**How to complete this task**
Could you output the listing that follows exactly, without its images?

**Source material**
***

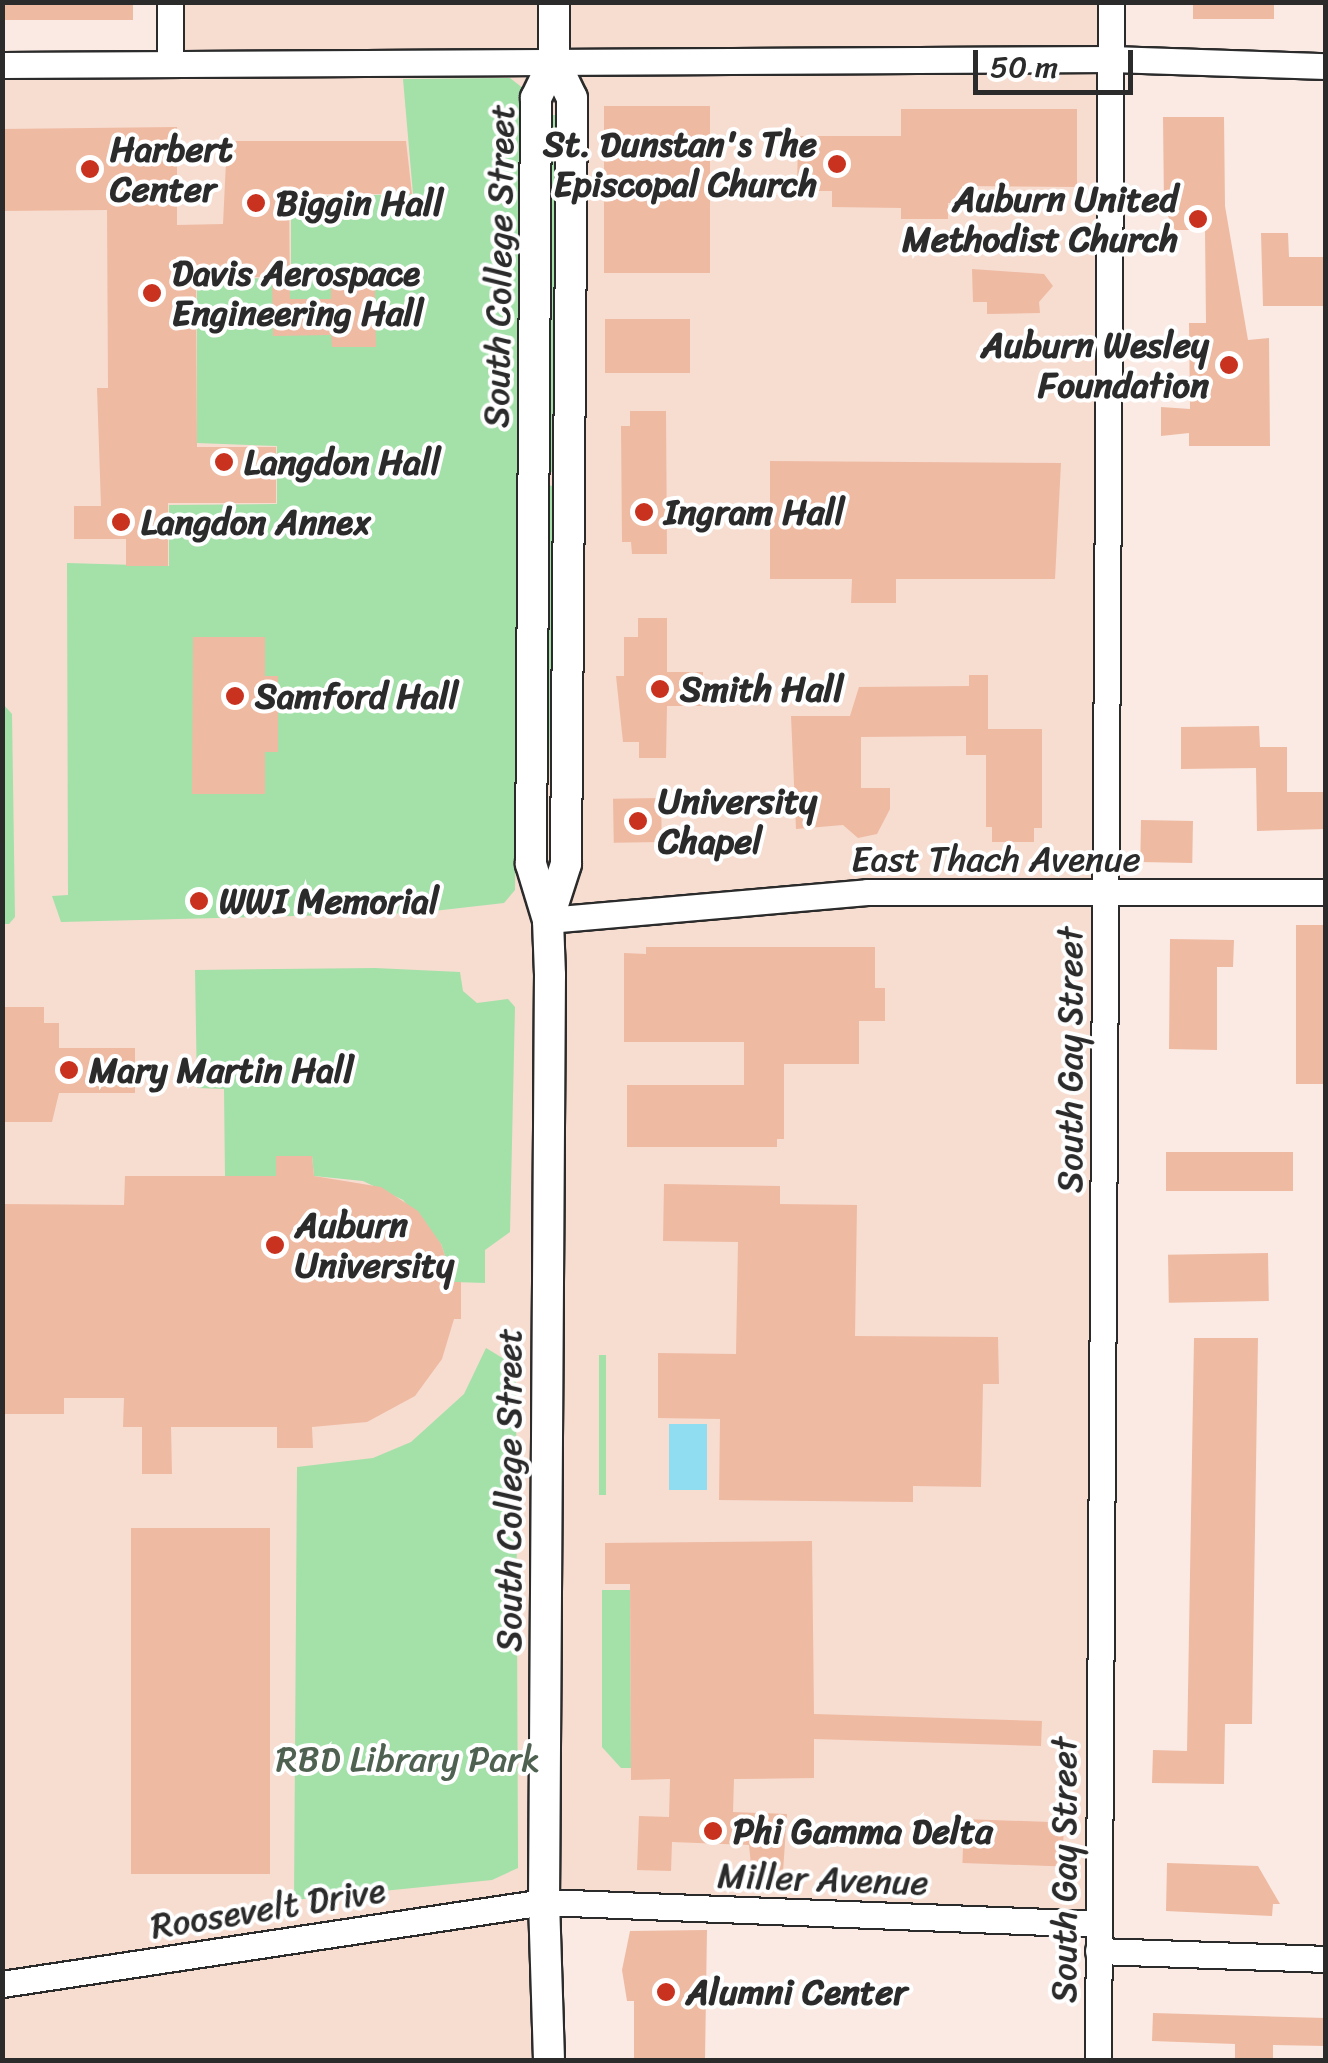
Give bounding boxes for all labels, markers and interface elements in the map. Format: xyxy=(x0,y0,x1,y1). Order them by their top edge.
scale bar xyxy=(978,30,1138,92)
text: 50 m xyxy=(990,40,1058,94)
street label: South College Street xyxy=(475,104,523,428)
place label: St. Dunstan's The Episcopal Church xyxy=(541,123,817,205)
place label: Harbert Center xyxy=(110,128,233,210)
marker: St. Dunstan's The Episcopal Church xyxy=(826,153,848,175)
marker: Harbert Center xyxy=(79,158,101,180)
place label: Auburn United Methodist Church xyxy=(902,178,1178,260)
place label: Biggin Hall xyxy=(276,182,443,224)
marker: Biggin Hall xyxy=(245,192,267,214)
marker: Auburn United Methodist Church xyxy=(1187,208,1209,230)
place label: Davis Aerospace Engineering Hall xyxy=(172,252,423,334)
marker: Davis Aerospace Engineering Hall xyxy=(141,282,163,304)
place label: Auburn Wesley Foundation xyxy=(980,324,1209,406)
marker: Auburn Wesley Foundation xyxy=(1218,354,1240,376)
place label: Langdon Hall xyxy=(244,441,441,483)
marker: Langdon Hall xyxy=(213,451,235,473)
place label: Ingram Hall xyxy=(664,491,845,533)
place label: Langdon Annex xyxy=(141,501,372,543)
marker: Ingram Hall xyxy=(633,501,655,523)
marker: Langdon Annex xyxy=(110,511,132,533)
place label: Smith Hall xyxy=(680,668,844,710)
place label: Samford Hall xyxy=(255,675,459,717)
marker: Smith Hall xyxy=(649,678,671,700)
marker: Samford Hall xyxy=(224,685,246,707)
place label: University Chapel xyxy=(658,780,817,862)
marker: University Chapel xyxy=(627,810,649,832)
street label: East Thach Avenue xyxy=(851,838,1141,880)
place label: WWI Memorial xyxy=(219,880,439,922)
marker: WWI Memorial xyxy=(188,890,210,912)
street label: South Gay Street xyxy=(1049,925,1091,1195)
place label: Mary Martin Hall xyxy=(89,1049,353,1091)
marker: Mary Martin Hall xyxy=(58,1059,80,1081)
place label: Auburn University xyxy=(295,1204,454,1286)
marker: Auburn University xyxy=(264,1234,286,1256)
street label: South College Street xyxy=(488,1328,530,1652)
street label: South Gay Street xyxy=(1043,1735,1085,2005)
park label: RBD Library Park xyxy=(276,1738,540,1780)
place label: Phi Gamma Delta xyxy=(733,1810,993,1852)
marker: Phi Gamma Delta xyxy=(702,1820,724,1842)
street label: Miller Avenue xyxy=(717,1854,929,1904)
street label: Roosevelt Drive xyxy=(147,1869,389,1947)
place label: Alumni Center xyxy=(686,1971,909,2013)
marker: Alumni Center xyxy=(655,1981,677,2003)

***

**Solution**
Give bounding boxes for all labels, markers and interface elements in the map. Format: xyxy=(x0,y0,x1,y1). Order them by their top edge.
scale bar xyxy=(978,30,1138,92)
text: 50 m xyxy=(990,40,1058,94)
street label: South College Street xyxy=(475,104,523,428)
place label: St. Dunstan's The Episcopal Church xyxy=(541,123,817,205)
place label: Harbert Center xyxy=(110,128,233,210)
marker: St. Dunstan's The Episcopal Church xyxy=(826,153,848,175)
marker: Harbert Center xyxy=(79,158,101,180)
place label: Auburn United Methodist Church xyxy=(902,178,1178,260)
place label: Biggin Hall xyxy=(276,182,443,224)
marker: Biggin Hall xyxy=(245,192,267,214)
marker: Auburn United Methodist Church xyxy=(1187,208,1209,230)
place label: Davis Aerospace Engineering Hall xyxy=(172,252,423,334)
marker: Davis Aerospace Engineering Hall xyxy=(141,282,163,304)
place label: Auburn Wesley Foundation xyxy=(980,324,1209,406)
marker: Auburn Wesley Foundation xyxy=(1218,354,1240,376)
place label: Langdon Hall xyxy=(244,441,441,483)
marker: Langdon Hall xyxy=(213,451,235,473)
place label: Ingram Hall xyxy=(664,491,845,533)
place label: Langdon Annex xyxy=(141,501,372,543)
marker: Ingram Hall xyxy=(633,501,655,523)
marker: Langdon Annex xyxy=(110,511,132,533)
place label: Smith Hall xyxy=(680,668,844,710)
place label: Samford Hall xyxy=(255,675,459,717)
marker: Smith Hall xyxy=(649,678,671,700)
marker: Samford Hall xyxy=(224,685,246,707)
place label: University Chapel xyxy=(658,780,817,862)
marker: University Chapel xyxy=(627,810,649,832)
street label: East Thach Avenue xyxy=(851,838,1141,880)
place label: WWI Memorial xyxy=(219,880,439,922)
marker: WWI Memorial xyxy=(188,890,210,912)
street label: South Gay Street xyxy=(1049,925,1091,1195)
place label: Mary Martin Hall xyxy=(89,1049,353,1091)
marker: Mary Martin Hall xyxy=(58,1059,80,1081)
place label: Auburn University xyxy=(295,1204,454,1286)
marker: Auburn University xyxy=(264,1234,286,1256)
street label: South College Street xyxy=(488,1328,530,1652)
street label: South Gay Street xyxy=(1043,1735,1085,2005)
park label: RBD Library Park xyxy=(276,1738,540,1780)
place label: Phi Gamma Delta xyxy=(733,1810,993,1852)
marker: Phi Gamma Delta xyxy=(702,1820,724,1842)
street label: Miller Avenue xyxy=(717,1854,929,1904)
street label: Roosevelt Drive xyxy=(147,1869,389,1947)
place label: Alumni Center xyxy=(686,1971,909,2013)
marker: Alumni Center xyxy=(655,1981,677,2003)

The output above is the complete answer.